_Exercise requirements_
An exact copy of the entries, with every picture omitted, is what is needed here.
(Source information Opens)
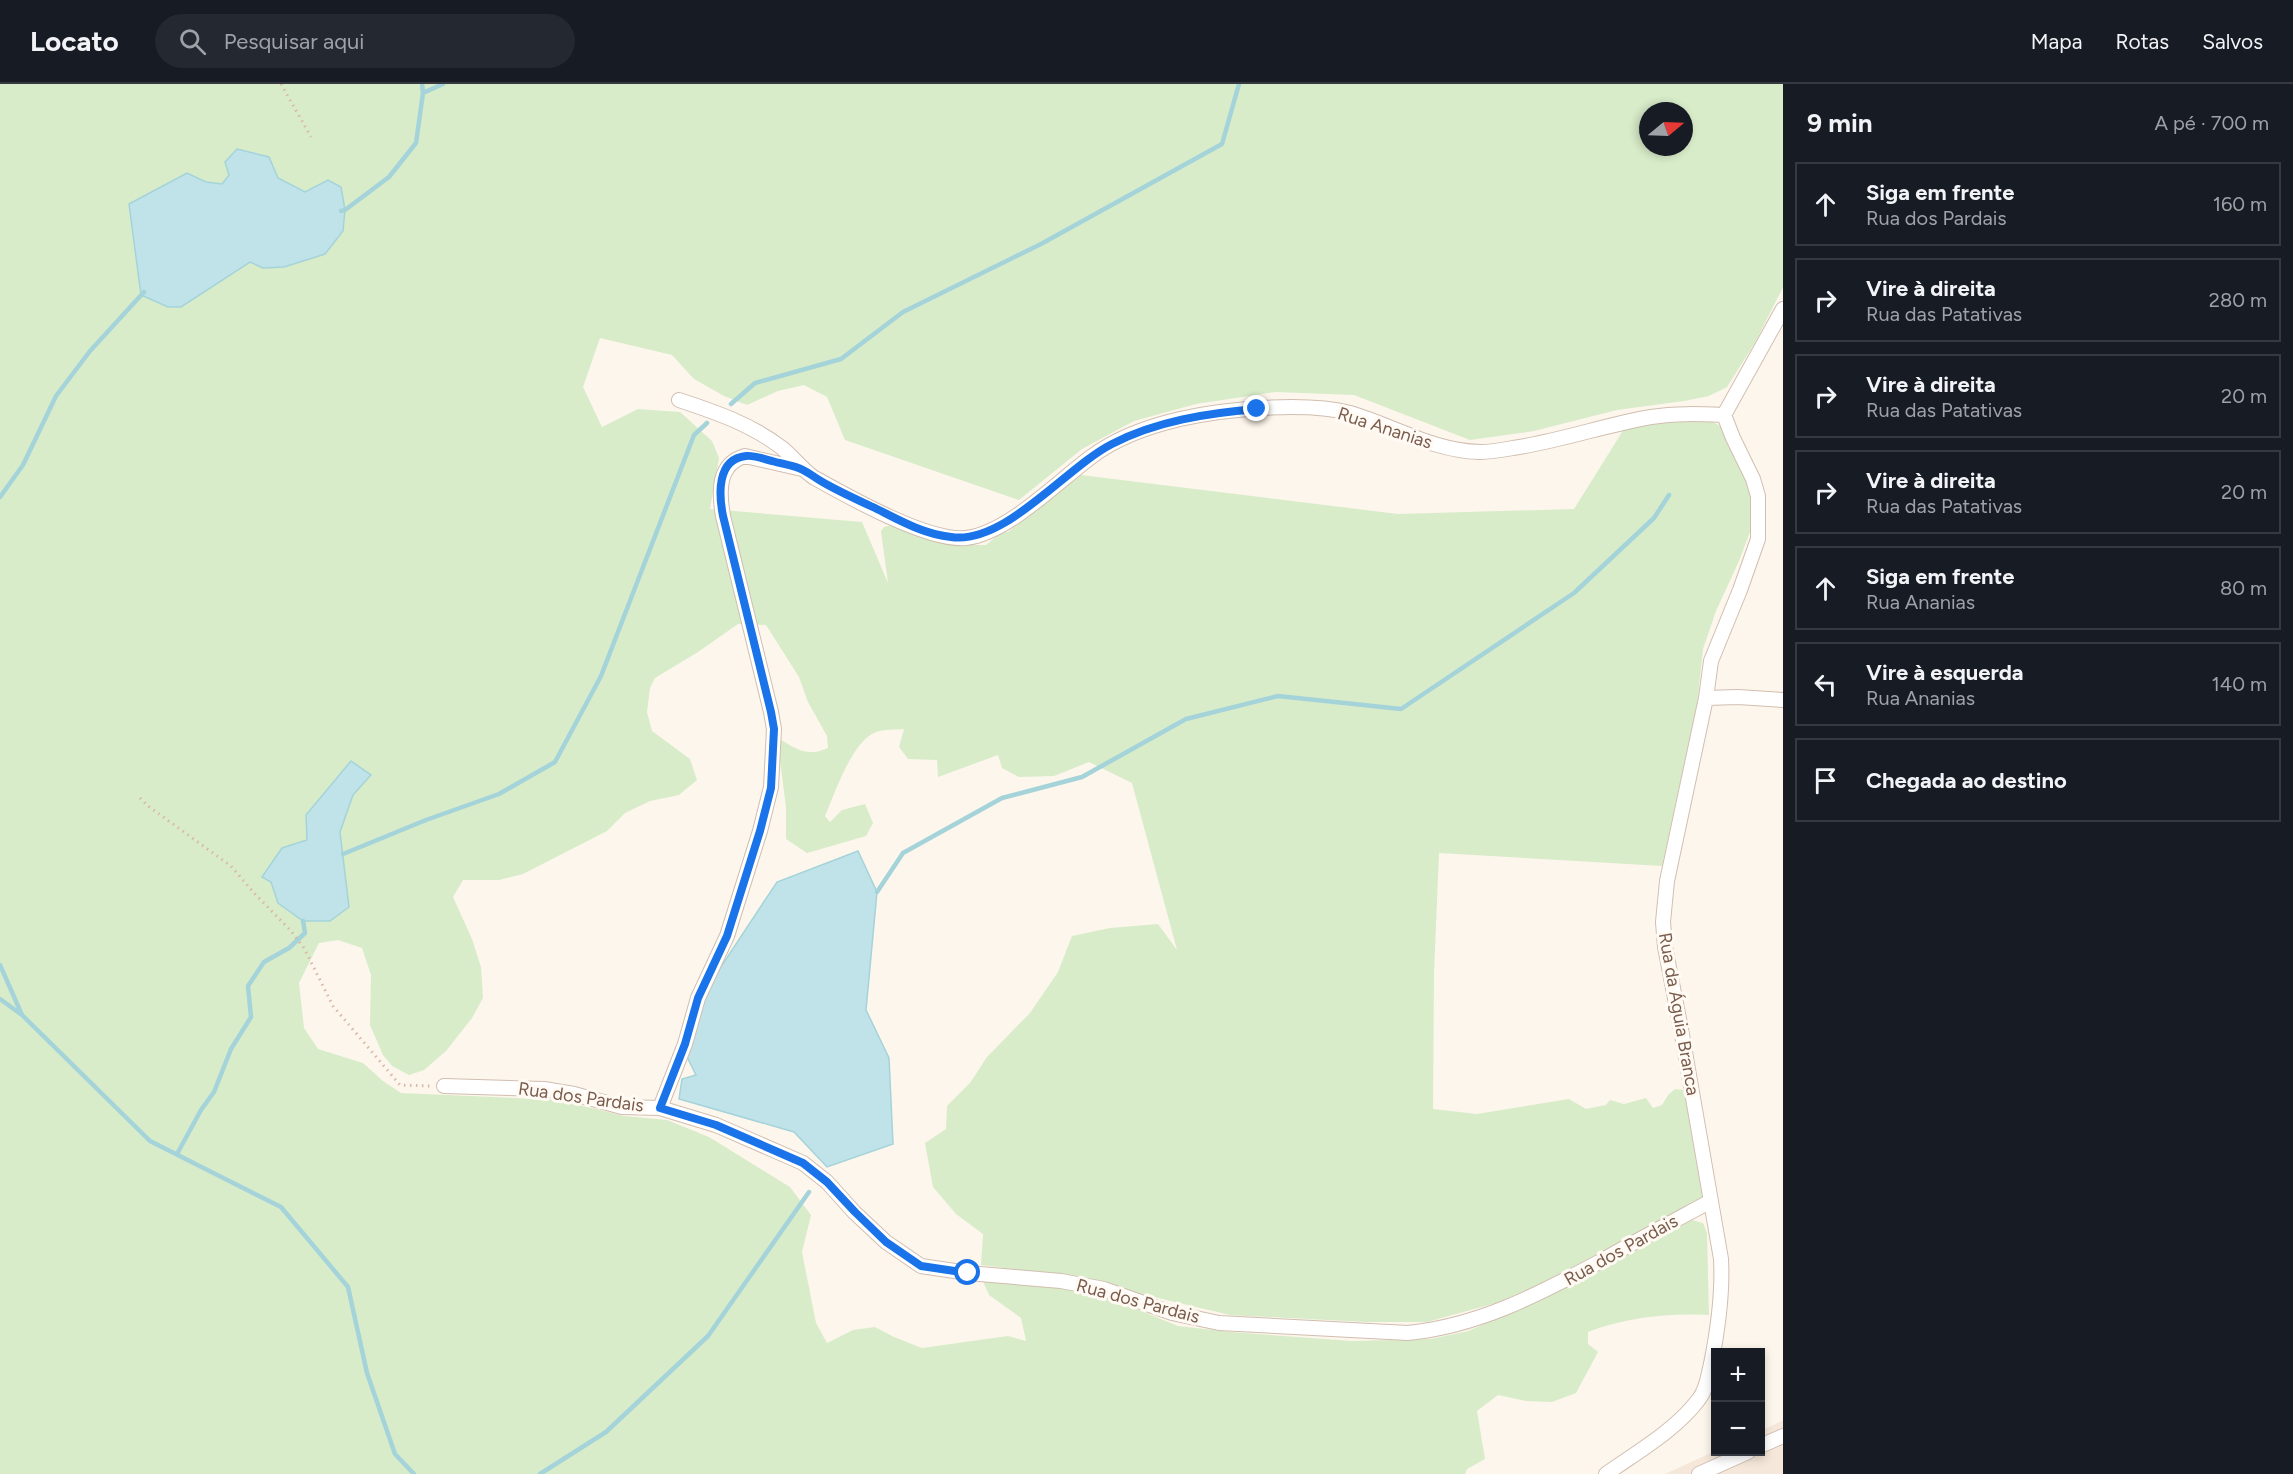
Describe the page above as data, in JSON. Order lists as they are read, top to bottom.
{
  "streets": {
    "street": ["Rua Ananias", "Rua da Águia Branca", "Rua dos Pardais"]
  },
  "crossings": [
    ["Rua Ananias", "Rua da Águia Branca"],
    ["Rua da Águia Branca", "Rua dos Pardais"]
  ],
  "north": "right",
  "page": {
    "header": "Locato",
    "search": "Pesquisar aqui",
    "nav": ["Mapa", "Rotas", "Salvos"],
    "heading": ["9 min", "A pé · 700 m"],
    "list": [
      ["Siga em frente", "Rua dos Pardais", "160 m"],
      ["Vire à direita", "Rua das Patativas", "280 m"],
      ["Vire à direita", "Rua das Patativas", "20 m"],
      ["Vire à direita", "Rua das Patativas", "20 m"],
      ["Siga em frente", "Rua Ananias", "80 m"],
      ["Vire à esquerda", "Rua Ananias", "140 m"],
      "Chegada ao destino"
    ],
    "map_buttons": ["+", "−"]
  }
}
(Source information Closes)
_Exercise result_
Describe the page above as data, in JSON. Order lists as they are read, top to bottom.
{
  "streets": {
    "street": ["Rua Ananias", "Rua da Águia Branca", "Rua dos Pardais"]
  },
  "crossings": [
    ["Rua Ananias", "Rua da Águia Branca"],
    ["Rua da Águia Branca", "Rua dos Pardais"]
  ],
  "north": "right",
  "page": {
    "header": "Locato",
    "search": "Pesquisar aqui",
    "nav": ["Mapa", "Rotas", "Salvos"],
    "heading": ["9 min", "A pé · 700 m"],
    "list": [
      ["Siga em frente", "Rua dos Pardais", "160 m"],
      ["Vire à direita", "Rua das Patativas", "280 m"],
      ["Vire à direita", "Rua das Patativas", "20 m"],
      ["Vire à direita", "Rua das Patativas", "20 m"],
      ["Siga em frente", "Rua Ananias", "80 m"],
      ["Vire à esquerda", "Rua Ananias", "140 m"],
      "Chegada ao destino"
    ],
    "map_buttons": ["+", "−"]
  }
}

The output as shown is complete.